* Exercise brief *
Your task is to copy every line of the entries that contains "Beaulieu".

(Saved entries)
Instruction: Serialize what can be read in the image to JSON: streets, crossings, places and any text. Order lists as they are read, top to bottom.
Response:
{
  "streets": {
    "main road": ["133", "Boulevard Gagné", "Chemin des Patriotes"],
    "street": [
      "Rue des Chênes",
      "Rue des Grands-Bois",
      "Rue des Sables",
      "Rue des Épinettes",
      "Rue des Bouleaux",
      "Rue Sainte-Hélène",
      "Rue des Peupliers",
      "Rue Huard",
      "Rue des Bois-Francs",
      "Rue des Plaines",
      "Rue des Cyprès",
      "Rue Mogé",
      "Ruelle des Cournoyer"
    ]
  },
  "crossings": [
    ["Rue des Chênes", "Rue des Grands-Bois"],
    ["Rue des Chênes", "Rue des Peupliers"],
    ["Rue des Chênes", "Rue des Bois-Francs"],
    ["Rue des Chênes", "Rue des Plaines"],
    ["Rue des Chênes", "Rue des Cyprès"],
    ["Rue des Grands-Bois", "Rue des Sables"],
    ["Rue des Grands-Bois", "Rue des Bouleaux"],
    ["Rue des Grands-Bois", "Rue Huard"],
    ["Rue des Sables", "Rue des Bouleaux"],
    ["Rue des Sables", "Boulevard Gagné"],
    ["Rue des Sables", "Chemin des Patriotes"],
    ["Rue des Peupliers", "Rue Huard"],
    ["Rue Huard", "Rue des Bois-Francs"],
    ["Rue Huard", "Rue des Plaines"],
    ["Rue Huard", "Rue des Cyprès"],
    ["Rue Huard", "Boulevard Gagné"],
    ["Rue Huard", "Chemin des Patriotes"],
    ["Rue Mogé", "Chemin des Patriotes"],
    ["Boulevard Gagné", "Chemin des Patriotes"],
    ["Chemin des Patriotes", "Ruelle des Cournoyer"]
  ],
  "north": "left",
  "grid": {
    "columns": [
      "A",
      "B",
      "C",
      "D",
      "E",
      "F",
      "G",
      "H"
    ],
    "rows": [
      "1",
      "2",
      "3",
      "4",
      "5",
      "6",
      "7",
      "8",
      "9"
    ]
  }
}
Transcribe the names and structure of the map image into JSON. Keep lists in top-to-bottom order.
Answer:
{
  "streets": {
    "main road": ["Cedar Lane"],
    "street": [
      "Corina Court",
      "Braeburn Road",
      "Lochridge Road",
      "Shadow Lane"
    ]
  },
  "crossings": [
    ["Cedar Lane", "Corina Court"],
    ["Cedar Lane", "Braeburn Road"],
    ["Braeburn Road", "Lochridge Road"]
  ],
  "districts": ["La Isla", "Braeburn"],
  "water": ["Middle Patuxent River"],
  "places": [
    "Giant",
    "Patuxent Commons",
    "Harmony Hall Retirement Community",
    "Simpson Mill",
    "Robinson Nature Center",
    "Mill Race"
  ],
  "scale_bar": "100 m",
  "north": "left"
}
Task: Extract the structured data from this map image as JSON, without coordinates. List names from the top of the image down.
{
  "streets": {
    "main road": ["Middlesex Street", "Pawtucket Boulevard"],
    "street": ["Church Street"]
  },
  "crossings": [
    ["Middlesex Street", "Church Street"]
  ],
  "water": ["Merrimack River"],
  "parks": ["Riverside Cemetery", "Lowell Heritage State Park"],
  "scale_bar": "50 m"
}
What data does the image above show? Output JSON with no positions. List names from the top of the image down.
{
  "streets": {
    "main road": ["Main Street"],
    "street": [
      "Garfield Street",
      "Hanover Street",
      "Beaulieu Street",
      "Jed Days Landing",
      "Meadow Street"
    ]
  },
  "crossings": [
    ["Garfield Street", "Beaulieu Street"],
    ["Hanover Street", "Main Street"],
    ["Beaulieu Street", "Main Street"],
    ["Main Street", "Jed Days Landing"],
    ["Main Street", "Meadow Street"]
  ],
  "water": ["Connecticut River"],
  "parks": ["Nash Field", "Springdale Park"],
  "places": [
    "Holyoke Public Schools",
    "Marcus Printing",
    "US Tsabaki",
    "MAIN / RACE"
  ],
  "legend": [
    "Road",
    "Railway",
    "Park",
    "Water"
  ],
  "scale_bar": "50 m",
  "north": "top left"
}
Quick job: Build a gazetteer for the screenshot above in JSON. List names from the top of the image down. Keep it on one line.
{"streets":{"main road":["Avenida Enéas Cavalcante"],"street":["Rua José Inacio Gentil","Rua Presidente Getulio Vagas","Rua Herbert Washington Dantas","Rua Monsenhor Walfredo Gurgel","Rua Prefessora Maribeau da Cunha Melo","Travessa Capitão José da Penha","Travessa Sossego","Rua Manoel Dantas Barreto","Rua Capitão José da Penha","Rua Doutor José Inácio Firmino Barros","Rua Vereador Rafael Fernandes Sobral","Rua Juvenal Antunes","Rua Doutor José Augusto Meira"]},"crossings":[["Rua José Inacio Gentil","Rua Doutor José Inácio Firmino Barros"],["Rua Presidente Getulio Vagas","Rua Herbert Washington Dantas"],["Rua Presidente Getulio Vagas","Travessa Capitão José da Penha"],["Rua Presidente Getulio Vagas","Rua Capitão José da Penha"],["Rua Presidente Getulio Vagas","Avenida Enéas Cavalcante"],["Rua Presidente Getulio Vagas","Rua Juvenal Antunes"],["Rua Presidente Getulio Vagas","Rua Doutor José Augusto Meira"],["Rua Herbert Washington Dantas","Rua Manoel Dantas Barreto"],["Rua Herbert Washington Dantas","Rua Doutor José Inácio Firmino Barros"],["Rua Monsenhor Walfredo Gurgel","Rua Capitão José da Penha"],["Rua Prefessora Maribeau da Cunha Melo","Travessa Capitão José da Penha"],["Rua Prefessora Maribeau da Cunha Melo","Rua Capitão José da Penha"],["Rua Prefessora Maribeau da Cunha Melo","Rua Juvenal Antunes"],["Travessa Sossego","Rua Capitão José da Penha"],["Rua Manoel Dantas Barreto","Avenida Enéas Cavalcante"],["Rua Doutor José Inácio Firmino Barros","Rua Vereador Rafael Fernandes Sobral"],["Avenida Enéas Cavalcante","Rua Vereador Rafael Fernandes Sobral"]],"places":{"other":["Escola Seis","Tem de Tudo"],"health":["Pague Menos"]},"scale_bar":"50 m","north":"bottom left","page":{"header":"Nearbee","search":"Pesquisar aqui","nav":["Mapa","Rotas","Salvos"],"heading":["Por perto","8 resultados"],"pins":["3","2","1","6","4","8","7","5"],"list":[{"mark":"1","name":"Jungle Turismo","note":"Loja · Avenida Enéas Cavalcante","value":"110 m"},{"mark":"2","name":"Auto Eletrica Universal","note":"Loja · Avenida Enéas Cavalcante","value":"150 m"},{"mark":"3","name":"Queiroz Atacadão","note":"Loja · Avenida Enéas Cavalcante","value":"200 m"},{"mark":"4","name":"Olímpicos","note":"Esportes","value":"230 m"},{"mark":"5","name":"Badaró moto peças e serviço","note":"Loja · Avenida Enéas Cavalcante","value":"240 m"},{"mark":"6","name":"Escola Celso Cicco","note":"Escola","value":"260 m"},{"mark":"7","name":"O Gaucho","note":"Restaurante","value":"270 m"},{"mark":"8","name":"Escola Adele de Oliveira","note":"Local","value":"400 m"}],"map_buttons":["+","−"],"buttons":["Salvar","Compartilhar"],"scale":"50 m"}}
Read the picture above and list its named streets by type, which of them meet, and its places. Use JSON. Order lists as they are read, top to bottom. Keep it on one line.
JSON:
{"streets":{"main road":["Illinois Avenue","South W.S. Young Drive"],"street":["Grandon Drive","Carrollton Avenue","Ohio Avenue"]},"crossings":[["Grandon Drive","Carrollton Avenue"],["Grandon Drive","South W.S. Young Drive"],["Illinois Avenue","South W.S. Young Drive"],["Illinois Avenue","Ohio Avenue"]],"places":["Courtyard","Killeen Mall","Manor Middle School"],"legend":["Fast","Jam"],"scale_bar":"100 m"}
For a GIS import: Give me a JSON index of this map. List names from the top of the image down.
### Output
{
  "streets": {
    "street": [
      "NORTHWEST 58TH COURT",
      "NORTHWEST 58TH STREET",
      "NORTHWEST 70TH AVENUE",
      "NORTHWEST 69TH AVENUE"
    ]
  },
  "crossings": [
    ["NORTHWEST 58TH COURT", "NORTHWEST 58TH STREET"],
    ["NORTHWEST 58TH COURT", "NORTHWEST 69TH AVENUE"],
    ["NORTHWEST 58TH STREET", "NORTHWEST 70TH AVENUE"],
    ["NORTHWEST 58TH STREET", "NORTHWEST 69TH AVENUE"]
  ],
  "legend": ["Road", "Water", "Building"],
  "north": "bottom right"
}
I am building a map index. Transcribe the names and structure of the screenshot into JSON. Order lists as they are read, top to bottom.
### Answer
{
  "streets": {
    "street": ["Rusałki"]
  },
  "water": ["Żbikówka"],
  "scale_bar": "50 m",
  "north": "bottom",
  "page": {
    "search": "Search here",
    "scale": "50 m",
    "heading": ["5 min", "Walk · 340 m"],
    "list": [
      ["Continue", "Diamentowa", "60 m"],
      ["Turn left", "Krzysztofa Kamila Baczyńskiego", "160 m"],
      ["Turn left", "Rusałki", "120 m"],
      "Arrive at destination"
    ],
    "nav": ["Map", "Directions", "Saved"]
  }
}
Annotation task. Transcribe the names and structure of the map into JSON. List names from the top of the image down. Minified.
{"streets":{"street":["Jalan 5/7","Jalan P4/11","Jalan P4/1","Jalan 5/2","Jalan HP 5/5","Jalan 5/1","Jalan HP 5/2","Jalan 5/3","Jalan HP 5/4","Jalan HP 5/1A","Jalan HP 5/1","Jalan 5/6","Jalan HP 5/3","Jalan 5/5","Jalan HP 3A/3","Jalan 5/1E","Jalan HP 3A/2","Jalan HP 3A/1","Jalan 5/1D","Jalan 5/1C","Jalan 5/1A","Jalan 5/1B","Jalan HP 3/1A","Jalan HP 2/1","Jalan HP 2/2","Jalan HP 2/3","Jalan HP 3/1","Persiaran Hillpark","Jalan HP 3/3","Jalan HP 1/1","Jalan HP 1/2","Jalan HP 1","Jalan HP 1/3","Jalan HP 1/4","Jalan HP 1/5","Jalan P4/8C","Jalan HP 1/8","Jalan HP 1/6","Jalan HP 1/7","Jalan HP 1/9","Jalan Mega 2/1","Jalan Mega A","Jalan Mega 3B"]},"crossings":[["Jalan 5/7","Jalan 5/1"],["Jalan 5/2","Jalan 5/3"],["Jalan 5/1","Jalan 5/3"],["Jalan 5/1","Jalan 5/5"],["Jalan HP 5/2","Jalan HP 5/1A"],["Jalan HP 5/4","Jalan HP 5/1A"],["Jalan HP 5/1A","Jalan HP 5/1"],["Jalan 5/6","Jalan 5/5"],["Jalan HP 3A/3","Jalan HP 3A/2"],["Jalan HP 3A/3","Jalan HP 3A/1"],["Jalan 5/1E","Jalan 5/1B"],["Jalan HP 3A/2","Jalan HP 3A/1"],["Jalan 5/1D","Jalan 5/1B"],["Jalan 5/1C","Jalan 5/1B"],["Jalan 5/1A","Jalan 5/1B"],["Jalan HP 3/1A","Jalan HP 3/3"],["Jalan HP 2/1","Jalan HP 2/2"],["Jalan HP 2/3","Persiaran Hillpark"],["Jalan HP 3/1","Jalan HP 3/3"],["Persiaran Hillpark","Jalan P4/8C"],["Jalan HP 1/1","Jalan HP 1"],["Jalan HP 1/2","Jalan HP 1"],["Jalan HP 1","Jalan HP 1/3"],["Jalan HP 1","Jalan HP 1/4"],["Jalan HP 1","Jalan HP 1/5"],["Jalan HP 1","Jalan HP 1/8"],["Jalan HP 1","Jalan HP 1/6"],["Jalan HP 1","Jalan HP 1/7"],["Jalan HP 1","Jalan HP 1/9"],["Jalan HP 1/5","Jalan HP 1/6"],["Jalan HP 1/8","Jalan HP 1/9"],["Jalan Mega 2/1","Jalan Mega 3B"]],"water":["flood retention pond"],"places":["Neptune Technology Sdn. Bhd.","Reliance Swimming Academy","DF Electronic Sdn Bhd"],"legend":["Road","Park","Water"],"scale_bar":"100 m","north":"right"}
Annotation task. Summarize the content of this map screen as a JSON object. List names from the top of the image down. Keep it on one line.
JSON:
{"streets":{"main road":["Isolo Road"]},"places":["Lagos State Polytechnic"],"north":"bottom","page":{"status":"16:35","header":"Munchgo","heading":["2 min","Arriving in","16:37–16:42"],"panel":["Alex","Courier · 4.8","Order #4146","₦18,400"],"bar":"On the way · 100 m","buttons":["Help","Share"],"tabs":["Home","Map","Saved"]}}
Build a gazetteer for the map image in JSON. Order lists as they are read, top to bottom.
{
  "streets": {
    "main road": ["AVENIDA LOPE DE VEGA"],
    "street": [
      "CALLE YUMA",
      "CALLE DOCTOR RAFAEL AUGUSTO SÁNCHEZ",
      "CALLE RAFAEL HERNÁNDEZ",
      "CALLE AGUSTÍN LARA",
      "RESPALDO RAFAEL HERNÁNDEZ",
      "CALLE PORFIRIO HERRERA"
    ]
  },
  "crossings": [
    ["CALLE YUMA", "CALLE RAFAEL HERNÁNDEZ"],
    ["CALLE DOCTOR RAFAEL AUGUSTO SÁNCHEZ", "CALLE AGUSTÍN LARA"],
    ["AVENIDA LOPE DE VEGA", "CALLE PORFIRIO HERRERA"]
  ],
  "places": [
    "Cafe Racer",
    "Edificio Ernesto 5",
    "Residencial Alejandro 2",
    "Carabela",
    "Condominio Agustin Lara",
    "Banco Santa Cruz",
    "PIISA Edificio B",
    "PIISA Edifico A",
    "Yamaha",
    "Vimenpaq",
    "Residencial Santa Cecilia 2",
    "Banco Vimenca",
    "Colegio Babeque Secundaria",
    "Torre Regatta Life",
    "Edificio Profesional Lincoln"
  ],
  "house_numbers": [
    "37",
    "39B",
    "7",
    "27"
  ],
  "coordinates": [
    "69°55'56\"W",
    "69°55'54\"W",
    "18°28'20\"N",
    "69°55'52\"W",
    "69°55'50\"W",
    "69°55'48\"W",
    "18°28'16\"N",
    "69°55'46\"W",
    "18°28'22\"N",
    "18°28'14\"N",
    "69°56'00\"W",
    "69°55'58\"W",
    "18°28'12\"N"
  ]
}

* Solution *
      "Beaulieu Street",
    ["Garfield Street", "Beaulieu Street"],
    ["Beaulieu Street", "Main Street"],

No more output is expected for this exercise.